Wednesday, 30 January 2008

Feelin' Poo

After a pretty good start today with the money and everything, I ended up having a totally pants day. Sitting here feeling well sorry for myself and homesick.

I must have eaten something earlier that I shouldn’t have. It might have been the meal last night, I feel like I’ve swallowed glass. Sharp pain in my stomach, and sort of just above. Not major, just nagging and causing me to feel seriously tired.

Augustin called a meeting to discuss the IT project at 3:45. He can only do evenings because he works days. He turned up at about 4:30, which wasn’t his fault really, he had trouble with transport, but I sat getting progressively iller whilst one of my colleagues told me all about the project he wants me to find money for. I feel like it’s a bit BDA at the moment: "Oh, I’ve got this project," "oh, I’ve had this idea," "oh, we could do this"... and muggins here has become the Fund-finder General again, which is absolutely nothing to do with the job I came out here to do.
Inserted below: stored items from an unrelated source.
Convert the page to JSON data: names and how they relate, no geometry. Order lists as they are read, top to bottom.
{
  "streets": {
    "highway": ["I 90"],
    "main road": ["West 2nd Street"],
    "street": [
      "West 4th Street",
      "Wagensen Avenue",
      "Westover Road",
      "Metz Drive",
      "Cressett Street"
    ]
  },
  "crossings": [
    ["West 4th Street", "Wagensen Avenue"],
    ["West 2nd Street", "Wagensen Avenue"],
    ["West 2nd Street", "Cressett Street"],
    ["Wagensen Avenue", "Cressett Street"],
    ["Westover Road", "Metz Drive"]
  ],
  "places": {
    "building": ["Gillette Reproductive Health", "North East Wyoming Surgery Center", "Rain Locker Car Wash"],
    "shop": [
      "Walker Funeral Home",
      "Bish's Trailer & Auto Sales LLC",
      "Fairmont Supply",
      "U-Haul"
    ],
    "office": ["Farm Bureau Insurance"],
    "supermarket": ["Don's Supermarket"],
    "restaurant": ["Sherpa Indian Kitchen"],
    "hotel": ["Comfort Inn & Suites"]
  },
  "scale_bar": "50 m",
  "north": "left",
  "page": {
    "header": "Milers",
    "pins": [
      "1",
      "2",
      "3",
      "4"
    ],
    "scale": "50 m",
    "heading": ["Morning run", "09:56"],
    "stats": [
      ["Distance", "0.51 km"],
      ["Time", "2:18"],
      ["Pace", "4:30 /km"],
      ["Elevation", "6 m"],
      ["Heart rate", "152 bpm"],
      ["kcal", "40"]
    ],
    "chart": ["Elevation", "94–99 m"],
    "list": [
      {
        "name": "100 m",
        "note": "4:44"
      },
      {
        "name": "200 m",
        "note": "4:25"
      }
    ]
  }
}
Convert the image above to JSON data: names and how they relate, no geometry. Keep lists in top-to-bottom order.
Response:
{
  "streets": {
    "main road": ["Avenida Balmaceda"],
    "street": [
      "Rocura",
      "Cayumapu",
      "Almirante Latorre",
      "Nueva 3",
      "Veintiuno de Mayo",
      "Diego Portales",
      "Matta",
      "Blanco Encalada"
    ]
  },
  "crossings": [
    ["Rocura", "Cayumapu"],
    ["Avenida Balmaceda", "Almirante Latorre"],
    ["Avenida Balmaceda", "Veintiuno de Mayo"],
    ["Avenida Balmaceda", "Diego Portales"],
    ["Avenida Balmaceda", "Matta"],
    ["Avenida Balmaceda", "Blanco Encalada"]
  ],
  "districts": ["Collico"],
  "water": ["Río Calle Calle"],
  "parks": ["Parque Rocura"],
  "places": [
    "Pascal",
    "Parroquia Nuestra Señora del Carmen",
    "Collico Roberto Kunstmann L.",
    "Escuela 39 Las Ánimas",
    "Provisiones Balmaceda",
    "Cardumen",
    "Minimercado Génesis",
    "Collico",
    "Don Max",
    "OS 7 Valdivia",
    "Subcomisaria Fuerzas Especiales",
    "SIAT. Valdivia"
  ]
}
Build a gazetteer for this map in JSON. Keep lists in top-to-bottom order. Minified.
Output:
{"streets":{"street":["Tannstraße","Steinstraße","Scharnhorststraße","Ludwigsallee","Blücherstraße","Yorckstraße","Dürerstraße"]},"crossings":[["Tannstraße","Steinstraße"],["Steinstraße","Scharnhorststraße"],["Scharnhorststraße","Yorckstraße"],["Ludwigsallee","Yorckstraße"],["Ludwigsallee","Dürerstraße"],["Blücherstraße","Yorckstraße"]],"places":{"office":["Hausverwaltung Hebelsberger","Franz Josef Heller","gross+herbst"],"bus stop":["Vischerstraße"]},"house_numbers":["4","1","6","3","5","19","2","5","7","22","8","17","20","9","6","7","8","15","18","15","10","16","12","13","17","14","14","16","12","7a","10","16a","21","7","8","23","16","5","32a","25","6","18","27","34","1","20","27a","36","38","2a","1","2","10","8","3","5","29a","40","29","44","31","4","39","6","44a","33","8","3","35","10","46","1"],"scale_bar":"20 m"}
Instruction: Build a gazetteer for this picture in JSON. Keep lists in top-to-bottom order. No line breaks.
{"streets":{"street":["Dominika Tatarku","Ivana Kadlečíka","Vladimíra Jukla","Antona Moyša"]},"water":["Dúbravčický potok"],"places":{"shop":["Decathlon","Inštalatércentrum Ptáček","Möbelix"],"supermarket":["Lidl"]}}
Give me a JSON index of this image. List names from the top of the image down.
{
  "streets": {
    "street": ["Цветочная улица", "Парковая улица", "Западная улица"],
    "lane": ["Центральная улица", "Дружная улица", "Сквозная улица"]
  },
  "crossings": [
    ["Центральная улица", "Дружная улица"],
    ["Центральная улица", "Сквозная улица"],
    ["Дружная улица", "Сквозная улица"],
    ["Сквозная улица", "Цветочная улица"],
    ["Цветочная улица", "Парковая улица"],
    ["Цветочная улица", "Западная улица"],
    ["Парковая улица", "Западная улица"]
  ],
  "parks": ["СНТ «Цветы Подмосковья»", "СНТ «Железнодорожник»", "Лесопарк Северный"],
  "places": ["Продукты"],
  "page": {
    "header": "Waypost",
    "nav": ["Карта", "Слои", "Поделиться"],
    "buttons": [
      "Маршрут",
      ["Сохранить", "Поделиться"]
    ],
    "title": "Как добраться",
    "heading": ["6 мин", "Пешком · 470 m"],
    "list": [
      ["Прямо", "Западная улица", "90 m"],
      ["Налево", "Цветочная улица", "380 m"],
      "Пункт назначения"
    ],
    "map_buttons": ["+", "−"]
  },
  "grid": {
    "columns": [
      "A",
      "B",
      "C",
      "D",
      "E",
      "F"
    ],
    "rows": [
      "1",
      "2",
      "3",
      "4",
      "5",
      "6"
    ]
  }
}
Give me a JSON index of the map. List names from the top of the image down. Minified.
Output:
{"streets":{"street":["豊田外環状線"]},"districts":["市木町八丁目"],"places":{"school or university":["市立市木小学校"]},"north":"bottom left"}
Usually I don’t mind too much, but then we keep calling these late afternoon meetings to discuss very little, nothing that couldn’t be said via e-mail. I think the Chair feels he has to come over to show his commitment, as courtesy or something, which is really nice - better than him not caring - but it means that I have to spend money on a moto to go into the office, to say very little, and sit around waiting for people to turn up.

I don’t mind so much most days, but today I had this pain, and then flushes, and felt tireder and tireder. By the time he actually arrived, I couldn’t get my head around signing. I’m absolutely worn out by all the languages.

The meeting I interpreted the other day was in French, then had to be translated into English, then I had to turn it into AKR and do the process in reverse when Francois or Augustin wanted to contribute. If the meeting had been held in any one of those languages, I reckon it would probably have taken around 45 minutes. As it was, it took over two hours to do that process. The remainder of the time, you just sit there gazing out of the window, waiting for someone to say something you understand. 

It’s worse for the Deaf. I can at least listen to the French and pick little bits out, but they just sit there in silence doodling or looking ready to fall asleep. Tri-lingualism DOESN’T WORK! It barely works in Wales when you have two languages (three including BSL) and the Welsh and English is concurrent because you have headsets to listen on. Here, it certainly doesn’t work. Throw Kinyarwanda into the equation, and everyone’s stuffed. Consigned to an hour and a quarter of meaningless babble in at least two languages. 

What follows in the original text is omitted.